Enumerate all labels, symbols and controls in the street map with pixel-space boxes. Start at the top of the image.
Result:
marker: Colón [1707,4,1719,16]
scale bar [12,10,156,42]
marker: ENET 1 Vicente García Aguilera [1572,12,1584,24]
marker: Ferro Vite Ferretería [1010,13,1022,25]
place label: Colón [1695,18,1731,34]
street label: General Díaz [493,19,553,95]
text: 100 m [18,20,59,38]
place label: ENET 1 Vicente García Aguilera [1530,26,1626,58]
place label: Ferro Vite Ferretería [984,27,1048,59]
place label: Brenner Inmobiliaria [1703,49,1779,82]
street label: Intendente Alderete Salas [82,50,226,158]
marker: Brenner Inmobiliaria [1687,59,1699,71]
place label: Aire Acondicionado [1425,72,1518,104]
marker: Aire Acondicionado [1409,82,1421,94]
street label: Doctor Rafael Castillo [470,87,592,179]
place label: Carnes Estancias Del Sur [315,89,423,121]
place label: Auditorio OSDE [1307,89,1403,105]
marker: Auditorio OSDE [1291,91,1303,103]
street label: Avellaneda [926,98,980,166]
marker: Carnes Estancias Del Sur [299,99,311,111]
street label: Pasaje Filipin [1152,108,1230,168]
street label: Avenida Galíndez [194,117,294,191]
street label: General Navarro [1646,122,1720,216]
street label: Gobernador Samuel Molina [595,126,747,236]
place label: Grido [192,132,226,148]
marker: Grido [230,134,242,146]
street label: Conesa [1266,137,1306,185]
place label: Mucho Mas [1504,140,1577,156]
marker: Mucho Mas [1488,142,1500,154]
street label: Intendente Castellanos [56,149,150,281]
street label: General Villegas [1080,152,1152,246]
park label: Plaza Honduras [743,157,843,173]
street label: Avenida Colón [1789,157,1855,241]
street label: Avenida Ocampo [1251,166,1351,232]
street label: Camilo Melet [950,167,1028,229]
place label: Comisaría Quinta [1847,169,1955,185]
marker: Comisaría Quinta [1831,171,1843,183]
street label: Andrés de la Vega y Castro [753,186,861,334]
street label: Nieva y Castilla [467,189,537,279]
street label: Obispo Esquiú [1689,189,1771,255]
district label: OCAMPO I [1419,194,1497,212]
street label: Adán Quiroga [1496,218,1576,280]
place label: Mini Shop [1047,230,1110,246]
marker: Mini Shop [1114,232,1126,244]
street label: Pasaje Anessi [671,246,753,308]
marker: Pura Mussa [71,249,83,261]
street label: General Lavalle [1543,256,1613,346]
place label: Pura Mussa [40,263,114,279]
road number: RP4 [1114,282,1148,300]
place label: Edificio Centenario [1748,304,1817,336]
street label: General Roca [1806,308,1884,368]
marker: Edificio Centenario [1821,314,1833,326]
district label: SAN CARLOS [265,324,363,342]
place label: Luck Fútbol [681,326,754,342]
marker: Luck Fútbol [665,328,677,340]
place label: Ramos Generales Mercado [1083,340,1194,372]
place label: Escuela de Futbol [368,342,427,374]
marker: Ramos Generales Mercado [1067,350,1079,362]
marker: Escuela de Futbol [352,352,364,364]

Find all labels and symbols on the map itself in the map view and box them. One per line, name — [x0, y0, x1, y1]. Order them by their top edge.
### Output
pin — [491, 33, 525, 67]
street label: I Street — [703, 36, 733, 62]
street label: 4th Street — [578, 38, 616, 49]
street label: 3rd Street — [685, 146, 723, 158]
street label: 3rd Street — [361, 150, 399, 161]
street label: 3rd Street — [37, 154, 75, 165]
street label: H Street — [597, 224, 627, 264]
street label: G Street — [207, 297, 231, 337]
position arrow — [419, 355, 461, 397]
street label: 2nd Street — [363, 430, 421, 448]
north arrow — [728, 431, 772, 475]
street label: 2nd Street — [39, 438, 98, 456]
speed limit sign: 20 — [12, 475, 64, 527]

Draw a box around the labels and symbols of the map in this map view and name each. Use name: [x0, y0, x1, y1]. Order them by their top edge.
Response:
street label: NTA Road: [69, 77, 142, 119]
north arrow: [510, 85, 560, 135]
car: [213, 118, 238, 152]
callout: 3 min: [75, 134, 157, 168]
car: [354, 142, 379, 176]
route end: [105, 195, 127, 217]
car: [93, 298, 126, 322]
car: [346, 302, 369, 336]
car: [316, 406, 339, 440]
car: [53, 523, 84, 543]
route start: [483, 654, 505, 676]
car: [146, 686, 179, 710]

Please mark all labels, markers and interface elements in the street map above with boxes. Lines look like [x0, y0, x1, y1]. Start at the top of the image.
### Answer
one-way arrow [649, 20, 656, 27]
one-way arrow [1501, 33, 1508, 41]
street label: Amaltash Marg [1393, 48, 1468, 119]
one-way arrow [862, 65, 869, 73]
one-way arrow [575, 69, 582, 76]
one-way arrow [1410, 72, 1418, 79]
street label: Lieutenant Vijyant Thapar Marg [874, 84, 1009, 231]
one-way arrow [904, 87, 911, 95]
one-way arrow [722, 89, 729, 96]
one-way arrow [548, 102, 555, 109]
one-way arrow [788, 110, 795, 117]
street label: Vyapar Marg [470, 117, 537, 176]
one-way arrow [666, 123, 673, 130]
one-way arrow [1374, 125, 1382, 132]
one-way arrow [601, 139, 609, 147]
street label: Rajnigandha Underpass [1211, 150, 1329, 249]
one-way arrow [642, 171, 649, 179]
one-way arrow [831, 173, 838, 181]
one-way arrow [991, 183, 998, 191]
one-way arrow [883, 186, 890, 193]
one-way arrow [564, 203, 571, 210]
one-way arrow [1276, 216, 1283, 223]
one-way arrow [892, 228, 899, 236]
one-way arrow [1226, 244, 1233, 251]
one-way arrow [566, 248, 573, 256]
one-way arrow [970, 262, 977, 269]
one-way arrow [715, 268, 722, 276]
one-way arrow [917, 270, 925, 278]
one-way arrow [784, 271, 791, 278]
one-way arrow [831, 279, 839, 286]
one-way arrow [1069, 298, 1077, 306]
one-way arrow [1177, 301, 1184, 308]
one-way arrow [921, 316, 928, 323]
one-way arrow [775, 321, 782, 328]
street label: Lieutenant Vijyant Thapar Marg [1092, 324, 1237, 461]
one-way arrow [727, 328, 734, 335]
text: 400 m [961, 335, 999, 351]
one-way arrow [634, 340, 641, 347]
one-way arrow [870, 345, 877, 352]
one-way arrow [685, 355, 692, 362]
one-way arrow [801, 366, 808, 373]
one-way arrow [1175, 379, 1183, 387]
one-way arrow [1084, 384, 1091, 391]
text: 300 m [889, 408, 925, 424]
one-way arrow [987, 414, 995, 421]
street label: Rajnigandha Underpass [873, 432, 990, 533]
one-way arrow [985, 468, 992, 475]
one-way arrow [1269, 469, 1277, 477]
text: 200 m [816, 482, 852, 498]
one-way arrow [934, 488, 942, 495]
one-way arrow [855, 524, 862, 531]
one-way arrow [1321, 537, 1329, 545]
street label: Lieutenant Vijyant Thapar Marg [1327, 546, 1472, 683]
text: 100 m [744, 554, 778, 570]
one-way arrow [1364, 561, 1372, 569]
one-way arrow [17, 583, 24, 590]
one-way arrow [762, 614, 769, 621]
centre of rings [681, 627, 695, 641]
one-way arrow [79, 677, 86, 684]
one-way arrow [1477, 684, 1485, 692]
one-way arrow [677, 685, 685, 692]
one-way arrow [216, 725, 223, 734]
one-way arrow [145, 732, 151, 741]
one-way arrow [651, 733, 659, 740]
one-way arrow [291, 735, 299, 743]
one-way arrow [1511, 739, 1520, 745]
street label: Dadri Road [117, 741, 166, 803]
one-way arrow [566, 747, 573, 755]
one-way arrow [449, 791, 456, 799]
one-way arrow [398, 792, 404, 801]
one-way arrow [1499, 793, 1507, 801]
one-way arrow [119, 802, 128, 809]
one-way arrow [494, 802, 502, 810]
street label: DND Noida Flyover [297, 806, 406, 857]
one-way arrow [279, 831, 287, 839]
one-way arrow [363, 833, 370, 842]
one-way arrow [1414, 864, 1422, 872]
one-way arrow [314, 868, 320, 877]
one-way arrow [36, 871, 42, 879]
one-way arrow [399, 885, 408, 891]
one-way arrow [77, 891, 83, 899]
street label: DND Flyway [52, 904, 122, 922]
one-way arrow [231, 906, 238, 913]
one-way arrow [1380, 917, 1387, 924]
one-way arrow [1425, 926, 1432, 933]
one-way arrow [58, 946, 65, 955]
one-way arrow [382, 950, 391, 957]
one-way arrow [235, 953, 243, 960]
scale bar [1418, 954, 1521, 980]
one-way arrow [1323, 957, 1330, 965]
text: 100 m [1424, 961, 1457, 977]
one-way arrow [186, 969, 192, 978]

## WORK ORDER
Find every line above where the word "Grido" occurs, and copy that line.

## SOLUTION FOR THIS TASK
place label: Grido [192,132,226,148]
marker: Grido [230,134,242,146]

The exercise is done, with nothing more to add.